The above code demonstrates a complete CNN pipeline with TensorFlow. It starts with defining the model, including convolutional, pooling, and fully connected layers. It then compiles and trains the model. Replace the dummy data with actual datasets like MNIST for real-world applications.

Recurrent Neural Network (RNN)

A Recurrent Neural Network (RNN) is a type of neural network designed to process sequential data. Unlike traditional neural networks, RNNs have connections that allow information to persist, making them ideal for tasks involving sequences like time series, natural language processing, and speech recognition.
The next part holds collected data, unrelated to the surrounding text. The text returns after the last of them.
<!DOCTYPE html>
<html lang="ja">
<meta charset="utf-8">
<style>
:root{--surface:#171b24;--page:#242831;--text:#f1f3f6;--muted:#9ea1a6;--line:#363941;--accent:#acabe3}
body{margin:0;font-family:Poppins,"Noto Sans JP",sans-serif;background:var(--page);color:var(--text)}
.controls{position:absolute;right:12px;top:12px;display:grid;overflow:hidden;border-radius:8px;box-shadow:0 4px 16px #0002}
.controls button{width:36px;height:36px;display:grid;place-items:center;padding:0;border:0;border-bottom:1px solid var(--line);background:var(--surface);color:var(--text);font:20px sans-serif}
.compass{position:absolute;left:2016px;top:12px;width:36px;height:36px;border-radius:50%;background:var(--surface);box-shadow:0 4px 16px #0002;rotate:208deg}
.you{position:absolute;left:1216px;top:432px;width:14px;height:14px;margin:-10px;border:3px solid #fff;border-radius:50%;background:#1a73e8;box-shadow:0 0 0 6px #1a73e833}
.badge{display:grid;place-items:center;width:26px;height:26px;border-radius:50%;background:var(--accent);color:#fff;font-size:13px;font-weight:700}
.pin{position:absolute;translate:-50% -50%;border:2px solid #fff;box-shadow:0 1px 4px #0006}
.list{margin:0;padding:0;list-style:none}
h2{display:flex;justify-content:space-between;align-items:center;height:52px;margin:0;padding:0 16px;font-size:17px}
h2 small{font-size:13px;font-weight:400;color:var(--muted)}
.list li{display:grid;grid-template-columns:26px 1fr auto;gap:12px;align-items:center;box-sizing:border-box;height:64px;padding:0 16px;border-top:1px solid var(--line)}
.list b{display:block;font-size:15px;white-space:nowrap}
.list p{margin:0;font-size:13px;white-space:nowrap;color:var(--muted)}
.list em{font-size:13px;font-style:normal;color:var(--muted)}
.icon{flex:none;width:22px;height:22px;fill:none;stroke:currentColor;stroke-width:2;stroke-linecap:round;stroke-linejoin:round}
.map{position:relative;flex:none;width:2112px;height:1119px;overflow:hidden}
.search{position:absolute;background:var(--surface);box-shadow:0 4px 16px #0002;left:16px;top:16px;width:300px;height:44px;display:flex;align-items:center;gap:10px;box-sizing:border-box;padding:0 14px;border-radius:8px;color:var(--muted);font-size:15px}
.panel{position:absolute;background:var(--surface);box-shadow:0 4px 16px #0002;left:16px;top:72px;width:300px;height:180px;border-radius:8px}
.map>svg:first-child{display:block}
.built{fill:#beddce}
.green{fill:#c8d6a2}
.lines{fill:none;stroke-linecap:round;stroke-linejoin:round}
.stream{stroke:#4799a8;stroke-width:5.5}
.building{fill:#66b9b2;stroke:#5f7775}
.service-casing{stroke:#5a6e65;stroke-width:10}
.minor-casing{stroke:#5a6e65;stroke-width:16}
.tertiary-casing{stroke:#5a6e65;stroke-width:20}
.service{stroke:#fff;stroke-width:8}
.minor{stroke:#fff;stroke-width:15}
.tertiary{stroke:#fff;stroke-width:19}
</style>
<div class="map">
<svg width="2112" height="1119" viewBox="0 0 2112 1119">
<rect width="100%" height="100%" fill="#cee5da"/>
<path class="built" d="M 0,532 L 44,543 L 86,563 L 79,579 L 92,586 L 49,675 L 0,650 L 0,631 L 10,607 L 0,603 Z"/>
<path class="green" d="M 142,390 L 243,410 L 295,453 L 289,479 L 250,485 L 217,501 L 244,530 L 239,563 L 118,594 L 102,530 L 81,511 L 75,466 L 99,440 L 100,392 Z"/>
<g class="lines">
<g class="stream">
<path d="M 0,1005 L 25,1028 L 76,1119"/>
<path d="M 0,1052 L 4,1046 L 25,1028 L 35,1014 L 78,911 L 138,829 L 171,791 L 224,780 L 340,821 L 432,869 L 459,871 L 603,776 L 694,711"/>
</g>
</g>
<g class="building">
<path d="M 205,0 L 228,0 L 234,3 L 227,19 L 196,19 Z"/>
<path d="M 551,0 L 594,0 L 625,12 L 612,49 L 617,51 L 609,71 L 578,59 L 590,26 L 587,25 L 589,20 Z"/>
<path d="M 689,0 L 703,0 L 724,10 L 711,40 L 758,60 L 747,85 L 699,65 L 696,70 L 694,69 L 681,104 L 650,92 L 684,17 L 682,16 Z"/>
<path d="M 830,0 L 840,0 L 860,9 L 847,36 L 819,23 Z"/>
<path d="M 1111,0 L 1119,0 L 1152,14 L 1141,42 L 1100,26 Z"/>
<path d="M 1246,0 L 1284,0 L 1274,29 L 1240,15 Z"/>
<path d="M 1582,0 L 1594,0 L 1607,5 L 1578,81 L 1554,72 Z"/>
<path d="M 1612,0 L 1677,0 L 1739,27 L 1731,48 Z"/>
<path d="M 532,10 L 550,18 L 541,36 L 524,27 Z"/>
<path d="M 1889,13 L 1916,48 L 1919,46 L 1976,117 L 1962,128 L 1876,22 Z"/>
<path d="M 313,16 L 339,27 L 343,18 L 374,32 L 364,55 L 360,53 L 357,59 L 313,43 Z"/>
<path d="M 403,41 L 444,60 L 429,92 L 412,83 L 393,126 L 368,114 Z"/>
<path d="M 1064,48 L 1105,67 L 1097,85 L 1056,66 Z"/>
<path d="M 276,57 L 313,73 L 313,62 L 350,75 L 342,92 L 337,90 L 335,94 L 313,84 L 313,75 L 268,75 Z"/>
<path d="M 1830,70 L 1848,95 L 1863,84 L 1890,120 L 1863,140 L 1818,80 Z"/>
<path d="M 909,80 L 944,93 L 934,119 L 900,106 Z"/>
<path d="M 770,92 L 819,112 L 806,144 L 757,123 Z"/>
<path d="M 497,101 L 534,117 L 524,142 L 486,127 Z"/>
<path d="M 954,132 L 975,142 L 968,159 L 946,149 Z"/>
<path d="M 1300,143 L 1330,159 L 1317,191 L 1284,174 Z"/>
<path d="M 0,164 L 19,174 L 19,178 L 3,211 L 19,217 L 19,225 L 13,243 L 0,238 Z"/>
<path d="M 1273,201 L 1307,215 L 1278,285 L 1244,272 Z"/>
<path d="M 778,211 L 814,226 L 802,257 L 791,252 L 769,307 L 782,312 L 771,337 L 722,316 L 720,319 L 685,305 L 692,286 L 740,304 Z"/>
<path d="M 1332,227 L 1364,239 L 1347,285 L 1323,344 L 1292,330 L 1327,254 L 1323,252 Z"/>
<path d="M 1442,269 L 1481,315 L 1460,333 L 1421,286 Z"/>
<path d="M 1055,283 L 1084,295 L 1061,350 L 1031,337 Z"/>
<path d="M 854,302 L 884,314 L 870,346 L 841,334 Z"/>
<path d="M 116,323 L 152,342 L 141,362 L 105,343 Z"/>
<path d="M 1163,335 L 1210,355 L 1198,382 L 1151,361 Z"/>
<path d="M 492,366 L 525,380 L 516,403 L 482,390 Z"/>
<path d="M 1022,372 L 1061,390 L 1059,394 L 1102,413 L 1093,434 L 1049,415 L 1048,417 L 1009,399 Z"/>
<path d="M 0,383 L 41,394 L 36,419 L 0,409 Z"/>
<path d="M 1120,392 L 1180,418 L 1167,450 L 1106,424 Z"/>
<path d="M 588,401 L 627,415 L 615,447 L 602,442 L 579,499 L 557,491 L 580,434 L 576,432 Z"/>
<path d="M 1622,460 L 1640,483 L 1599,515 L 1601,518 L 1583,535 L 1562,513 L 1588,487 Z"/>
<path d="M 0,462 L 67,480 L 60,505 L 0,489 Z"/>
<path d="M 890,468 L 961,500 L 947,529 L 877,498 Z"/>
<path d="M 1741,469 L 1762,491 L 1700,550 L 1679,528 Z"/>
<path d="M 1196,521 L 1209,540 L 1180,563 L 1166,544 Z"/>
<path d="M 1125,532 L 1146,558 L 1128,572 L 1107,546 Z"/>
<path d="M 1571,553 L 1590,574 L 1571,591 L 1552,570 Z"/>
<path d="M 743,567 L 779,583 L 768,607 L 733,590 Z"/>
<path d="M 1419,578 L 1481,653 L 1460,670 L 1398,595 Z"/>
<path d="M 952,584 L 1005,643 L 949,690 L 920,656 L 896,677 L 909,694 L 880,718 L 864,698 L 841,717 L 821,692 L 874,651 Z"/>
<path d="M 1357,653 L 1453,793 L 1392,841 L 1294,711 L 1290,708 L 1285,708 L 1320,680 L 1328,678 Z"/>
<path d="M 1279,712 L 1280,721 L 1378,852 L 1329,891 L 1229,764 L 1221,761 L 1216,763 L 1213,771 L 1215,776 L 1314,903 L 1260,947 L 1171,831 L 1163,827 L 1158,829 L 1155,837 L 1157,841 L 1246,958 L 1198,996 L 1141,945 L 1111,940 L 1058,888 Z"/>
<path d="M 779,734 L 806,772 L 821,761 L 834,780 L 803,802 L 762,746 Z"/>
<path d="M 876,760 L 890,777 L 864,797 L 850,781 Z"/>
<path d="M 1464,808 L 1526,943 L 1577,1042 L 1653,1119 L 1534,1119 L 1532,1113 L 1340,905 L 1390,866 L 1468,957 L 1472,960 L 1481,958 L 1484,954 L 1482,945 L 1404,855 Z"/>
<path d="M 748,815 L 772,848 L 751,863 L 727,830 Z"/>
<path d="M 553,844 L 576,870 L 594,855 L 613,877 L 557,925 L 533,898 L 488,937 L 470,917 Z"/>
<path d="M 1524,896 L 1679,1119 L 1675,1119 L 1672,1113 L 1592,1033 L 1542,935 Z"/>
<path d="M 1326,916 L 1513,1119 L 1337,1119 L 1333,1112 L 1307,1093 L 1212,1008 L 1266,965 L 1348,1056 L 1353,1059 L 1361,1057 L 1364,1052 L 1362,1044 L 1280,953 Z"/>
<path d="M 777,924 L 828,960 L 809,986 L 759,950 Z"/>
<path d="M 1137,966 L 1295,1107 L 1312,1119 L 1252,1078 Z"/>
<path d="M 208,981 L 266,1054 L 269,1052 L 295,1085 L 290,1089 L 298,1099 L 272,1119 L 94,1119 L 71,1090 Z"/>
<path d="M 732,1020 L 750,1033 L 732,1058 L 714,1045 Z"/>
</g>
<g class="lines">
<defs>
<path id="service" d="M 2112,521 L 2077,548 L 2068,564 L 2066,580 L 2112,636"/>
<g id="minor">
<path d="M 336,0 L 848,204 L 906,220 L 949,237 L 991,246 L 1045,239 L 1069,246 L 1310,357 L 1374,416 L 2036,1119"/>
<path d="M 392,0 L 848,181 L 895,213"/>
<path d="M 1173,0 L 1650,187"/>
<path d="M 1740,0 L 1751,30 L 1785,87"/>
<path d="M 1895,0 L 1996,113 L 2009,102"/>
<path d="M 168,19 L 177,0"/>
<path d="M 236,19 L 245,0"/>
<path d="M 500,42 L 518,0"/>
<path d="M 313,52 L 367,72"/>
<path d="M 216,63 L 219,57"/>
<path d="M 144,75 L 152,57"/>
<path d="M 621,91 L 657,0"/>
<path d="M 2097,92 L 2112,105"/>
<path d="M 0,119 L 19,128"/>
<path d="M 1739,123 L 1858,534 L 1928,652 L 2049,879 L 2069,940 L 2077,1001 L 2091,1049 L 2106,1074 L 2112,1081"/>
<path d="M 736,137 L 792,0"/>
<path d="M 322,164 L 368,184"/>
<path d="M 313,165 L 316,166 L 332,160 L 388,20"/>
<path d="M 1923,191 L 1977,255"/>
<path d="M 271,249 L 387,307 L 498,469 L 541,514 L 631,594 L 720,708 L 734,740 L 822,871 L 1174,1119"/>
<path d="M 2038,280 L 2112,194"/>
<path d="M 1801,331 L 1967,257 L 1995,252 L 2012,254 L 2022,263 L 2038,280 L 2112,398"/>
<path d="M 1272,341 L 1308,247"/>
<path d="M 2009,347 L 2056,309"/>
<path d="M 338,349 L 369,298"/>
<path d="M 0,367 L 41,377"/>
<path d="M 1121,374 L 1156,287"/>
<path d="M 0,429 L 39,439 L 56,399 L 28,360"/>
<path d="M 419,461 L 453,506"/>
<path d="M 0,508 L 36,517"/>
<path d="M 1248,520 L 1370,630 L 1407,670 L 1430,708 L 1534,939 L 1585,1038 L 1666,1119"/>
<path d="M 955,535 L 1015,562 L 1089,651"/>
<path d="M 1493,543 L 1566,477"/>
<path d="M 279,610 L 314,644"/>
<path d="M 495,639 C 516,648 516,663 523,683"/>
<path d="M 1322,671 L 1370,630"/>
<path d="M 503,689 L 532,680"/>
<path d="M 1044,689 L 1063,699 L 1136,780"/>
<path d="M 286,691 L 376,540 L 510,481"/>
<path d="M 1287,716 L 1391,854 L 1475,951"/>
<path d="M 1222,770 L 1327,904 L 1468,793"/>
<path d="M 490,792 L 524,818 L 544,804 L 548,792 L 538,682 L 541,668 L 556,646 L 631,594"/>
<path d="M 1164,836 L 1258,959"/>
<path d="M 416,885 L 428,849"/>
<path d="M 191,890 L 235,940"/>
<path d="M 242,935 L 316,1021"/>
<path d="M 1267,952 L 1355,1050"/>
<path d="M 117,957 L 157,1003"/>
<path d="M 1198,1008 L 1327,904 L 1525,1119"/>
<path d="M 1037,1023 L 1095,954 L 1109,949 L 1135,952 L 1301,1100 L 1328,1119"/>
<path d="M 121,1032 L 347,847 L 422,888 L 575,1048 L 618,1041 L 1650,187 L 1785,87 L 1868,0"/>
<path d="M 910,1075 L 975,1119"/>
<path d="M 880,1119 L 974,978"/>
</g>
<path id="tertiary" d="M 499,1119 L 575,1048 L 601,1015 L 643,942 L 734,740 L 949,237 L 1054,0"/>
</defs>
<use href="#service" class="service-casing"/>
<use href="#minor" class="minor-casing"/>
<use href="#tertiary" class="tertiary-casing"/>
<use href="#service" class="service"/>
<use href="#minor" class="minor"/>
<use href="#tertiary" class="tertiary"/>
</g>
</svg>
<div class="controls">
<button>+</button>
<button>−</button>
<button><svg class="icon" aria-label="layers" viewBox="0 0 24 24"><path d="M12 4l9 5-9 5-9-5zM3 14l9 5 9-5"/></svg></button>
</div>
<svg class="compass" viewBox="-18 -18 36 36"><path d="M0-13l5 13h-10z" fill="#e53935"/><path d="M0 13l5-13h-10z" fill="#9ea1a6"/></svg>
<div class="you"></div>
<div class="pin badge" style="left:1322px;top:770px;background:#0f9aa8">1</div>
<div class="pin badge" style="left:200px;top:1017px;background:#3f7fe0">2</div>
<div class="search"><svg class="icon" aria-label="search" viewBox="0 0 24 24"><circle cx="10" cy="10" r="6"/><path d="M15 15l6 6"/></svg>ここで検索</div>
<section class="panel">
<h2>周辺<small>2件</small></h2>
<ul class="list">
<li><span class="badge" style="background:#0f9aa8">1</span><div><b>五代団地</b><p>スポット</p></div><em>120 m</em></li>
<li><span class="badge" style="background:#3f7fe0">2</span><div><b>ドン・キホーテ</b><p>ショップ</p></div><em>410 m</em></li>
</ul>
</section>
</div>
Complete Code of RNN with TensorFlow


        import tensorflow as tf
        from tensorflow.keras.models import Sequential
        from tensorflow.keras.layers import SimpleRNN, Dense
    
        # Define the RNN model
        model = Sequential([
            SimpleRNN(units=32, activation='relu', input_shape=(5, 8)),
            Dense(units=10, activation='softmax')  # Output layer for 10 classes
        ])
    
        # Compile the model
        model.compile(optimizer='adam', loss='sparse_categorical_crossentropy', metrics=['accuracy'])
    
        # Summary of the model
        model.summary()
    
        # Example of training the model (using dummy data here)
        # Replace this with actual dataset for real use
        import numpy as np
        x_train = np.random.random((100, 5, 8))  # 100 samples, 5 timesteps, 8 features
        y_train = np.random.randint(0, 10, 100)  # 100 random labels for 10 classes
    
        # Train the model
        model.fit(x_train, y_train, epochs=5, batch_size=16)
        

The above code demonstrates a complete RNN pipeline with TensorFlow. It starts with defining the model, including recurrent and dense layers. It then compiles and trains the model. Replace the dummy data with actual datasets for real-world applications.